Bossy girl is right training servers is a tough gig, and turn-over is constant so it is ongoing. Even if the "concept" doesn't like the look of clutter on the table with soy sauce, then the procedure should be to serve it with the food once goes to the table only to be pick back up from the table once the dishes are cleared. This allows the guest to enjoy it on the table as long as they need it. It would be like serving french fries and not allowing the ketchup to come to the table and stay as long as the guest wanted it. In the case of service and preferences the right answer is always what the guest wants.
To Amyzan's point, people vote with their wallets. No need to put up with snotty service, poor operations and bad food just because the place is cool.
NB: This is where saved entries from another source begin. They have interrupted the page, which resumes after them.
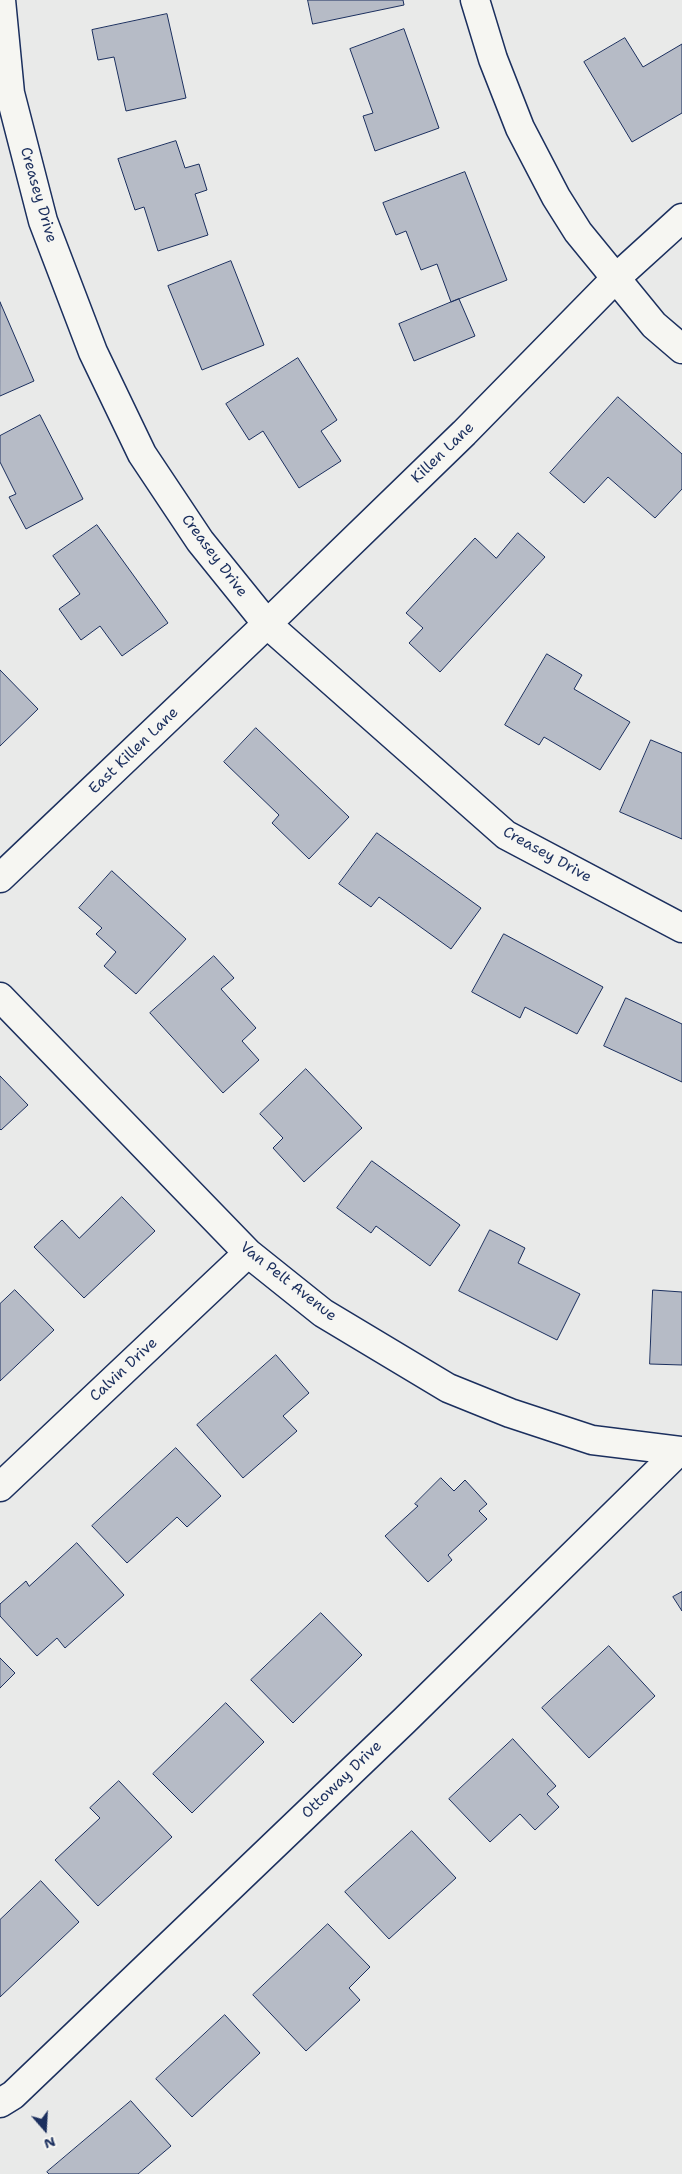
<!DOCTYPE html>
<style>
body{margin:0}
#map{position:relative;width:682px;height:2174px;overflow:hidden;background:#e9eae9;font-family:"Shantell Sans",sans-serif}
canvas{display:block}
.north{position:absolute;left:20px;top:2104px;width:50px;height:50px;-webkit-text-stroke:4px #f6f6f2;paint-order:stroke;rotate:161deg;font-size:14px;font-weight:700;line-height:20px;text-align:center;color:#1b2f5e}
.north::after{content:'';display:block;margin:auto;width:18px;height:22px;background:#1b2f5e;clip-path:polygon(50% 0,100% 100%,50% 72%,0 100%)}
</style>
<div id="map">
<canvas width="682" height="2174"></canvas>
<div class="north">N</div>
</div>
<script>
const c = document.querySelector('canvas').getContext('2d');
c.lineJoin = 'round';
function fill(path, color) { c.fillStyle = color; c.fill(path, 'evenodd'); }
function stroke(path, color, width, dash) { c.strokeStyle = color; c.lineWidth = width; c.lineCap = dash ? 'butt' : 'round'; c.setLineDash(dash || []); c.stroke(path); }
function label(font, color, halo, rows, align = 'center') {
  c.font = font + ' "Shantell Sans",sans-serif'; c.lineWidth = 5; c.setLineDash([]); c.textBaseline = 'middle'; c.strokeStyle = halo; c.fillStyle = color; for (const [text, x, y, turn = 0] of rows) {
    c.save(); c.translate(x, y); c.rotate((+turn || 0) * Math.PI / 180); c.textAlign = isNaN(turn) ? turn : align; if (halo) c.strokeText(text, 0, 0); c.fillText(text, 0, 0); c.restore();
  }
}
const building = new Path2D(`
 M 308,0 L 403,0 L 404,5 L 313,24 Z
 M 167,14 L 186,98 L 126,111 L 114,57 L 98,60 L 92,30 Z
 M 404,29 L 439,128 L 375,151 L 363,116 L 373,113 L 350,49 Z
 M 625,38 L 643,67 L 682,44 L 682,113 L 632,142 L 584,62 Z
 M 176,141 L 185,168 L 199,164 L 207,190 L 195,194 L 208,235 L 158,251 L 144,207 L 135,210 L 118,159 Z
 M 465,172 L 507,280 L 451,302 L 437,264 L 421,270 L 406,231 L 396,235 L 383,203 Z
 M 231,261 L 264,345 L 202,370 L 168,286 Z
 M 459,299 L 475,336 L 414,361 L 399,324 Z
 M 0,302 L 34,381 L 0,396 Z
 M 298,358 L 337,420 L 321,431 L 341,461 L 299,488 L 263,431 L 249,440 L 226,404 Z
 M 618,397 L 682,454 L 682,489 L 655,518 L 608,477 L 584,503 L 550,473 Z
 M 40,415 L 83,499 L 26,529 L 9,497 L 16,494 L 0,462 L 0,436 Z
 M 97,525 L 168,623 L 122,656 L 100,626 L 81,640 L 59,609 L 80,594 L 53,556 Z
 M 518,533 L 545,557 L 440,672 L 409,643 L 423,628 L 406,613 L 475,538 L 496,558 Z
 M 547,654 L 582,675 L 574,689 L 630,722 L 600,770 L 544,737 L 539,745 L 505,725 Z
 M 0,670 L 38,709 L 0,746 Z
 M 256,728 L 349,817 L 309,859 L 272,823 L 279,815 L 224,762 Z
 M 651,740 L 682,753 L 682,839 L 620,812 Z
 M 377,833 L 481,908 L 451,949 L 379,897 L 371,907 L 339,884 Z
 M 112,871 L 186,939 L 136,994 L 104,966 L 116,952 L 96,934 L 102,928 L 79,908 Z
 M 504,934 L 603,987 L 577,1034 L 525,1007 L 520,1018 L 472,992 Z
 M 214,956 L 234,978 L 221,989 L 256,1028 L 242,1041 L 259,1060 L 223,1093 L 150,1013 Z
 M 626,998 L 682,1024 L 682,1082 L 604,1046 Z
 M 306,1069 L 362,1128 L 304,1182 L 273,1148 L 283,1138 L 260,1114 Z
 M 0,1076 L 28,1105 L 1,1130 L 0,1129 Z
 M 372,1161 L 460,1225 L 430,1266 L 376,1226 L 371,1233 L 337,1208 Z
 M 122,1197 L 155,1231 L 84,1298 L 34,1247 L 62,1220 L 79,1238 Z
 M 490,1230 L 525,1248 L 518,1263 L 580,1294 L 557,1340 L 459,1291 Z
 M 15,1290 L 54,1330 L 0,1381 L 0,1304 Z
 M 653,1290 L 682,1292 L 682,1365 L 650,1364 Z
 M 276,1355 L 309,1393 L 283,1416 L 297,1431 L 243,1478 L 197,1425 Z
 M 176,1448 L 221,1496 L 187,1527 L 177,1517 L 127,1563 L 92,1526 Z
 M 441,1478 L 454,1491 L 465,1480 L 487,1504 L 479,1511 L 487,1519 L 448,1555 L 452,1560 L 428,1582 L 385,1536 L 418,1506 L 415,1504 Z
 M 77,1543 L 124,1595 L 65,1648 L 57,1638 L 37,1656 L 0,1616 L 0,1604 L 26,1581 L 29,1586 Z
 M 682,1592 L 682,1611 L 673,1597 Z
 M 321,1613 L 362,1655 L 293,1723 L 251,1680 Z
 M 609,1646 L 655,1696 L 589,1758 L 542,1708 Z
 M 0,1658 L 15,1673 L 0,1688 Z
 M 226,1703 L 264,1742 L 192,1813 L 153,1774 Z
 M 513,1739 L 556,1786 L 547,1794 L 559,1807 L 535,1830 L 520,1814 L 490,1842 L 449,1799 Z
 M 119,1781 L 172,1837 L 98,1906 L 55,1860 L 100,1818 L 90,1808 Z
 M 412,1831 L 456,1878 L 389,1939 L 345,1892 Z
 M 41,1881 L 79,1922 L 0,1997 L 0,1920 Z
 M 328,1924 L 370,1967 L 349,1988 L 360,2000 L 306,2051 L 253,1995 Z
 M 225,2015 L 260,2053 L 192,2117 L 156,2079 Z
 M 131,2101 L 171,2146 L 138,2174 L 49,2174 L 47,2172 Z`);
fill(building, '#b6bbc6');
stroke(building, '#1b2f5e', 1);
const minor = new Path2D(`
 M 1,0 L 10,93 L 43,221 L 93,352 L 142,454 L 200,541 L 267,624 L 506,835 L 682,928
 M 475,0 L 493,59 L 520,128 L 556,197 L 578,232 L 654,325 L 682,349
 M 0,878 L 267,624 L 464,433 L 616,278 L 682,218
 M 0,997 L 248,1253 L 323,1313 L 448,1388 L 510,1413 L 592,1440 L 682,1451
 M 0,1487 L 248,1253
 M 0,2103 L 13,2095 L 404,1721 L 679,1451`);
stroke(minor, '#1b2f5e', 31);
stroke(minor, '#f6f6f2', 28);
label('15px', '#1b2f5e', '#f6f6f2', [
 ["Creasey Drive",38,195,74],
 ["Killen Lane",443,453,-44],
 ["Creasey Drive",214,556,53],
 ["East Killen Lane",134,751,-44],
 ["Creasey Drive",547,855,29],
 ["Van Pelt Avenue",288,1282,38],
 ["Calvin Drive",124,1370,-43],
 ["Ottoway Drive",342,1780,-44]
]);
</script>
I am always interested in the logic the food critics use with "we will try each restaurant we review at least three times in order to be fair" . . .the hard cold truth is the guest will come and try your new place once, before they pass judgement on whether they will return. If there is nothing of interest, merit or desire in the experience to want to repeat it they will simply not return. I content with people watching their wallets, new restaurants basically get one shot to get it right. You both are right, a restaurant as expensive to open as Nara's is going to have to figure out how to be more than drinks and apps . . .or they won't make it. Just my two cents.
I would definitely give Nara a try, when I'm going out for drinks. I won't be going for a meal, as there's clearly no point at this time. I only hope that's rectified in the future.
BTW, I wonder about the soy sauce if they're using high quality shoyu, and the expense might be a consideration along with the "concept?"
Funny you should say that . . .I was thinking the same thing when I had dinner there . . .I thought guess they didn't get enough soy sauce in time for opening, so they "dreamed" up this fantastic reason of not wanting it to clutter up the table to cover up their ordering mistake or the fact they did want to spend the money. Ha! Great minds think alike.